Habronemiasis is a parasitic disease resulting in conjunctival and ocular granulomas.  Onchocerciasis is a parasitic disease which can cause inflammation of the conjunctiva, cornea, and anterior uvea. Thelazia lacrymalis is a commensal parasite of the conjunctival fornices and nasolacrimal ducts of horses, and can incite conjunctivitis, superficial keratitis, dacryocystitis, and mild eyelid swelling. Foal conjunctivitis is associated with neonatal maladjustment syndrome, septicemia, immune-mediated hemolytic anemia, environmental allergens and irritants, dermoids, and subconjunctival or episcleral hemorrhages secondary to birth trauma.

Bacterial conjunctivitis is treated with topical broad-spectrum antibiotic initially (triple antibiotic is usually appropriate), which may change after results of bacterial culture and sensitivity.  Treat every 6 hours to 12 hours depending on severity of disease. Topical corticosteroids are indicated following resolution of the infection.

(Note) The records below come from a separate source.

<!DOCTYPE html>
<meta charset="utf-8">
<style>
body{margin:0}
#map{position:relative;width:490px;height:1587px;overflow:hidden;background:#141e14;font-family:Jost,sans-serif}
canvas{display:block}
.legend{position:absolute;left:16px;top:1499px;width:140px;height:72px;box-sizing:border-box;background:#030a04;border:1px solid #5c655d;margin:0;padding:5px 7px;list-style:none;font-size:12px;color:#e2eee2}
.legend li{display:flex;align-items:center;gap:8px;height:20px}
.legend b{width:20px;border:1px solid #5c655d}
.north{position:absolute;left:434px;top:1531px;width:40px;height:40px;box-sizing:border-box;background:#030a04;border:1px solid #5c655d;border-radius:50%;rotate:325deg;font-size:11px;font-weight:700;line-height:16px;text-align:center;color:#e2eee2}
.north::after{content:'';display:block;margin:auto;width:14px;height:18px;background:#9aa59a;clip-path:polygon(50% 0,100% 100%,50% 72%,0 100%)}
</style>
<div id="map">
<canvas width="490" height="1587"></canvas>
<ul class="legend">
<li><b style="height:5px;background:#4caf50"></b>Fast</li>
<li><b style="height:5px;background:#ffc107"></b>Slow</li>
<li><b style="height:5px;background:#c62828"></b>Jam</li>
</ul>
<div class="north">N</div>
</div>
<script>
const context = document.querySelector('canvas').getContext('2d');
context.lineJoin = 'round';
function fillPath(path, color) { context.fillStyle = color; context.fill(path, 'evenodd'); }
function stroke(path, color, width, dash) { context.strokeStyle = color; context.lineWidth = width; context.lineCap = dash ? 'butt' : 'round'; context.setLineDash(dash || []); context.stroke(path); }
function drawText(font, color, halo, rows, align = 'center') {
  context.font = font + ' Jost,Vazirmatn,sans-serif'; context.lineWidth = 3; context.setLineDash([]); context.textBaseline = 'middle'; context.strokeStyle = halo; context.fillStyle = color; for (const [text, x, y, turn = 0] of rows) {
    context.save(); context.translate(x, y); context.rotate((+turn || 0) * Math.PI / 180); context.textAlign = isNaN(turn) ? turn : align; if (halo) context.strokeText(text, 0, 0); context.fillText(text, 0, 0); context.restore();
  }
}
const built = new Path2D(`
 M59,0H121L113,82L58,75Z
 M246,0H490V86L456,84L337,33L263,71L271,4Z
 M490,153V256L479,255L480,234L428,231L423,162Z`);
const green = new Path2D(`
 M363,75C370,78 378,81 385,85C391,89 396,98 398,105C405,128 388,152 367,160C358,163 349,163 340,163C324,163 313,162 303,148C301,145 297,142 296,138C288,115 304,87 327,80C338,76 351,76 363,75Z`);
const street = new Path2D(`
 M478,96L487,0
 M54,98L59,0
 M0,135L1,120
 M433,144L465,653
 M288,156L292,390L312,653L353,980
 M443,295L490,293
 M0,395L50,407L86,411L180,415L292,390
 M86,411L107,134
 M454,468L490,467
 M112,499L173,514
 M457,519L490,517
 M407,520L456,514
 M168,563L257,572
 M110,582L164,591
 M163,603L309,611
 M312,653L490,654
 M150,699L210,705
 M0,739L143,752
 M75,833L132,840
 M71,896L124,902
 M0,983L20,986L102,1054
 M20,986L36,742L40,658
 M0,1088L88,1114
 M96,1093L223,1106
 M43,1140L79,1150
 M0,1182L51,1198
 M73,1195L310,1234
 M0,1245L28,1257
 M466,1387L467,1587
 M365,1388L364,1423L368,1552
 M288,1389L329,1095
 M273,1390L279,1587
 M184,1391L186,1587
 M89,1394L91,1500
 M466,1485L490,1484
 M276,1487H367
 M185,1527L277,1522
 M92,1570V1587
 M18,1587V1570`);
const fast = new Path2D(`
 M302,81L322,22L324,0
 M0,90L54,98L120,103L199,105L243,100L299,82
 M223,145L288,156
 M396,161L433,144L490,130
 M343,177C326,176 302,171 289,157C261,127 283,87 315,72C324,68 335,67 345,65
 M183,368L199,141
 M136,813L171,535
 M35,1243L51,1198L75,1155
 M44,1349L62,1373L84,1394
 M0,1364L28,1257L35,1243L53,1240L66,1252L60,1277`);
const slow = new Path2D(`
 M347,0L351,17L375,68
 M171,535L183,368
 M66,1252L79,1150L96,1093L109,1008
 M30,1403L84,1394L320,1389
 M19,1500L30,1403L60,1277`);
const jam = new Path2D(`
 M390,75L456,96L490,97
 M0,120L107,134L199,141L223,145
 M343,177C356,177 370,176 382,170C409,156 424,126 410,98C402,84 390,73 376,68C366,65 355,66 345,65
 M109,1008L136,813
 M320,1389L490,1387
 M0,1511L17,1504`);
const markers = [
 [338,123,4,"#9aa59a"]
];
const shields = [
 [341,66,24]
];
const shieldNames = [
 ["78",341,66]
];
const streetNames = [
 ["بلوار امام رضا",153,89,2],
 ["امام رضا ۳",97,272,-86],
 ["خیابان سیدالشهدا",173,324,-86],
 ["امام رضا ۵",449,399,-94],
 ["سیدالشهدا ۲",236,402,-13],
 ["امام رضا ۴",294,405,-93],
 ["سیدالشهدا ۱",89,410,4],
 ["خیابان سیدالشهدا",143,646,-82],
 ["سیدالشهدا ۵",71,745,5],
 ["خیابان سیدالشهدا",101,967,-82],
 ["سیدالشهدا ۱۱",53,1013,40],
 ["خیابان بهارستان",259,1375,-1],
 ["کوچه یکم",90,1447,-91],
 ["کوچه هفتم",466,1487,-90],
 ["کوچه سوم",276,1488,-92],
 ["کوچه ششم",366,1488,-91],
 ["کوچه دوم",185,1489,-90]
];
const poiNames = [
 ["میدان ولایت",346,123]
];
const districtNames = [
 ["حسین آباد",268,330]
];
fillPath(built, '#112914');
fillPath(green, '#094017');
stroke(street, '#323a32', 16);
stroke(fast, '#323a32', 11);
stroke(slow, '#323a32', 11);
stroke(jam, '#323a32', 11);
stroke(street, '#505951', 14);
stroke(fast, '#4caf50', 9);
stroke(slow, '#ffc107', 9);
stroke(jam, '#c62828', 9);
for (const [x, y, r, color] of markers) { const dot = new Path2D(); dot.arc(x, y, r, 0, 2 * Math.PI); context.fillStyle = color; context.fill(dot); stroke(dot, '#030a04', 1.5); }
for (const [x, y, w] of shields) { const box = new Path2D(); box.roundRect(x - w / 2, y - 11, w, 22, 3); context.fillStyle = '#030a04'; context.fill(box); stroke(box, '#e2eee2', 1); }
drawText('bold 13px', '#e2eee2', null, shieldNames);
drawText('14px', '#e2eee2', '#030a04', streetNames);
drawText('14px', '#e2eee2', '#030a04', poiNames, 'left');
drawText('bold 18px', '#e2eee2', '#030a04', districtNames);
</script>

Allergic conjunctivitis is treated with topical corticosteroids and is often difficult to eliminate completely due to the nature of the horse's environment.  The prognosis associated with conjunctivitis secondary to systemic or complicated ocular disease varies with the specific disease. Eosinophils may invade the conjunctiva.

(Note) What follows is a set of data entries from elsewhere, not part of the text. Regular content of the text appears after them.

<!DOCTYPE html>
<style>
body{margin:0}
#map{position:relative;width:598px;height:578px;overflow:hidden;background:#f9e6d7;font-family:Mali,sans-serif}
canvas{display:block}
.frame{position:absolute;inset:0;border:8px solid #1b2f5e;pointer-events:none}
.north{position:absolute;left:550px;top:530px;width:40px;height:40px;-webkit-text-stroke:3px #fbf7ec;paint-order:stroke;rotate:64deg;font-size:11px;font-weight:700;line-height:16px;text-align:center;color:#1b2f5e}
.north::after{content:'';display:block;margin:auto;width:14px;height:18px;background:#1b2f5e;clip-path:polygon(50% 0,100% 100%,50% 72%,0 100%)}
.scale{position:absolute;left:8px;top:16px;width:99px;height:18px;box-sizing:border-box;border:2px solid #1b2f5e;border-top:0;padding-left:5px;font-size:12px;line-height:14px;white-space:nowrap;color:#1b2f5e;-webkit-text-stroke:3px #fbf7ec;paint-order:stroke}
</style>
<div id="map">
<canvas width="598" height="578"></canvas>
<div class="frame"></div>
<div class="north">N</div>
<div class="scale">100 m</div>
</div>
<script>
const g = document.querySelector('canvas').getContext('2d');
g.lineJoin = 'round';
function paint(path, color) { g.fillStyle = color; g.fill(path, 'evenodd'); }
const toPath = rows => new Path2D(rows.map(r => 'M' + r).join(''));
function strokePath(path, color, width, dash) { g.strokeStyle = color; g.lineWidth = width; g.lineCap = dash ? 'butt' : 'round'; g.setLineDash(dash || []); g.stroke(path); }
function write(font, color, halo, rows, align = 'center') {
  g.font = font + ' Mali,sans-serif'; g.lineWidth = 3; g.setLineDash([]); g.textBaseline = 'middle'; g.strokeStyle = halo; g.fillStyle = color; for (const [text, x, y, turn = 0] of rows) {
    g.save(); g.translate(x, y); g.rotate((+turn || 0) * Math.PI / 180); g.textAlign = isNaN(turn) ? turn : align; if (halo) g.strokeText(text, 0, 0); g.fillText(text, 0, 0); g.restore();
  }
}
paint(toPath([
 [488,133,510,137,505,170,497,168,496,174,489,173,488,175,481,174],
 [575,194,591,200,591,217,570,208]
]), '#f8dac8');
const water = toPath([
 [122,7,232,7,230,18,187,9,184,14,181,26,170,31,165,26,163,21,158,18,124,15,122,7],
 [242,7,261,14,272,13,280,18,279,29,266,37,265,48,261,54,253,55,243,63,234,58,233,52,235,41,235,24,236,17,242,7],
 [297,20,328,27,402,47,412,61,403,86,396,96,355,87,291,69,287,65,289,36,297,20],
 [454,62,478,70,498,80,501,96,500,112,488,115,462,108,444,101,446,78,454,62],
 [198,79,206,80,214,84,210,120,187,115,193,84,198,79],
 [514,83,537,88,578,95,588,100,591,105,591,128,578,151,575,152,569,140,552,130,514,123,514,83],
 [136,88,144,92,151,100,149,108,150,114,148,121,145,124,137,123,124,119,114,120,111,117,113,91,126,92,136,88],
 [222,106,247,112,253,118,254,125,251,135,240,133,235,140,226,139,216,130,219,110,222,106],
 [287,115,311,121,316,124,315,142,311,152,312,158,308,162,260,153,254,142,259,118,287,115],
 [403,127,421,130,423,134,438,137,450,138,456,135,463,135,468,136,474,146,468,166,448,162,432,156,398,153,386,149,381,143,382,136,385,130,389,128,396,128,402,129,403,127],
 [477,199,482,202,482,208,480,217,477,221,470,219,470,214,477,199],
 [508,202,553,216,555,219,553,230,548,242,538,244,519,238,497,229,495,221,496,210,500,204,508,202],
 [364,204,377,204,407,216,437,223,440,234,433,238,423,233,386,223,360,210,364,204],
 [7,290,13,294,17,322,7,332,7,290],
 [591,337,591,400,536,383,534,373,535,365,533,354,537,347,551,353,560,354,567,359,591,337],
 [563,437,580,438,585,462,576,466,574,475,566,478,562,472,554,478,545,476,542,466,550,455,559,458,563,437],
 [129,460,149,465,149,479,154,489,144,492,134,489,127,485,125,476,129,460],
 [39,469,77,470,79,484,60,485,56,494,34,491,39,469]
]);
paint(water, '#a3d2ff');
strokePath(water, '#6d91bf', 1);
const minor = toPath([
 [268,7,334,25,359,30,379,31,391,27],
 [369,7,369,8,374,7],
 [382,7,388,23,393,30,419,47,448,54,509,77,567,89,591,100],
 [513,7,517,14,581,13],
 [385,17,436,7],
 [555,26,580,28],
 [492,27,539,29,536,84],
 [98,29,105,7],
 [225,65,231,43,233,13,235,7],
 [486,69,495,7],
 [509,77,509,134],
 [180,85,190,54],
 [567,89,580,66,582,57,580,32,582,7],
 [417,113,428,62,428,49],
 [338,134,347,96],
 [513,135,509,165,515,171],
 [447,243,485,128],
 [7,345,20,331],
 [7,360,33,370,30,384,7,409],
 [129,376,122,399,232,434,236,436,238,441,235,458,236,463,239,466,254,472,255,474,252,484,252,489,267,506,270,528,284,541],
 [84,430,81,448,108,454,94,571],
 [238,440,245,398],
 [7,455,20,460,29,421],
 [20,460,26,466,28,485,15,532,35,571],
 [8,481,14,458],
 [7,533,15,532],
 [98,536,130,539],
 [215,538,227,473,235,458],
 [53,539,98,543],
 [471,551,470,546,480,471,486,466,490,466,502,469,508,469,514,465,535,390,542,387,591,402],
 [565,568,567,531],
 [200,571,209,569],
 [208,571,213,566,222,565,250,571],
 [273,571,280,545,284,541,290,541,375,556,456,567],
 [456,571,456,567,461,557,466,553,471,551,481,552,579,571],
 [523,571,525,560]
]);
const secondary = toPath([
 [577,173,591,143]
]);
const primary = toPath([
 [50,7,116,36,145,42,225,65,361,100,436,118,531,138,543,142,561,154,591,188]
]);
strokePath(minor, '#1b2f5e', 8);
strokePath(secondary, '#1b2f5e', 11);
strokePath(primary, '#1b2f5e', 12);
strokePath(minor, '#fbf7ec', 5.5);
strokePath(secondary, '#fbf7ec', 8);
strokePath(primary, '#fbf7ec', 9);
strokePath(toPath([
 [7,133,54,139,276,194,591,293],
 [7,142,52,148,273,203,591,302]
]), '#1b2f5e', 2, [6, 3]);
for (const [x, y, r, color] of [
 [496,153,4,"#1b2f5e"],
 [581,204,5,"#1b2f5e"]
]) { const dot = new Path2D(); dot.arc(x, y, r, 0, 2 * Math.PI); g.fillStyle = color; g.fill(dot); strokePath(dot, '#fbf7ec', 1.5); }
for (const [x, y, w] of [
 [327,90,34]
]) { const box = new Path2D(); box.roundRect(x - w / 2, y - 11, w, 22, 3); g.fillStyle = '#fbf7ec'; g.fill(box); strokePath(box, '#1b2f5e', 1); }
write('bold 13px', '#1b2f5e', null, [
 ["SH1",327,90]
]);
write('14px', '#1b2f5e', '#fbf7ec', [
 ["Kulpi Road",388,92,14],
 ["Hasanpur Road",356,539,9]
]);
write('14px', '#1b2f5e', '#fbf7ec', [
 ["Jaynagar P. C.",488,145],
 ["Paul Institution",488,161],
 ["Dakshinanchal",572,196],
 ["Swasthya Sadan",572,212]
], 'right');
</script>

EQUINE RECURRENT UVEITIS (Periodic ophthalmia, moon blindness, iridocyclitis)
Equine recurrent uveitis (ERU) is a common cause of blindness in horses. It is a group of immune-mediated diseases of multiple origins.

ERU Therapy

The major goals of treatment of ERU are to preserve vision, decrease pain, and prevent or minimize the recurrence of attacks of uveitis. Specific prevention and therapy is often difficult, as the etiology is not identified in each case. Prednisolone acetate or dexamethasone should be applied initially. The nonsteroidal anti-inflammatory drugs (NSAID) can provide additive anti-inflammatory effects to the corticosteroids, and are effective at reducing the intraocular inflammation when a corneal ulcer is present. Cyclosporine A, an immunosuppressive drug, can be effective topically for ERU. Flunixin meglumine, phenylbutazone, or aspirin (10 mg/kg BID PO) are frequently used systemically to control intraocular inflammation. Some horses become refractory to the beneficial effects of these medications, and it may be necessary to switch to one of the other NSAID to ameliorate the clinical signs of ERU.  Topical atropine minimizes synechiae formation by inducing mydriasis, and alleviates some of the pain of ERU by relieving spasm of ciliary body muscles. It also narrows the capillary inter-endothelial cell junctions to reduce capillary plasma leakage.


The glaucomas are a group of diseases resulting from alterations of aqueous humor dynamics that cause an intraocular pressure (IOP) increase above that which is compatible with normal function of the retinal ganglion cells and optic nerve. Horses with previous or concurrent uveitis, aged horses, and Appaloosas are at increased risk for the development of glaucoma. 

The systemically administered carbonic anhydrase inhibitors acetazolamide (1-3 mg/kg QD, PO), the topical carbonic anhydrase inhibitor dorzolamide (2% TID), and the beta-blocker timolol maleate (0.5 % BID) have been utilized to lower IOP in horses with varying degrees of success.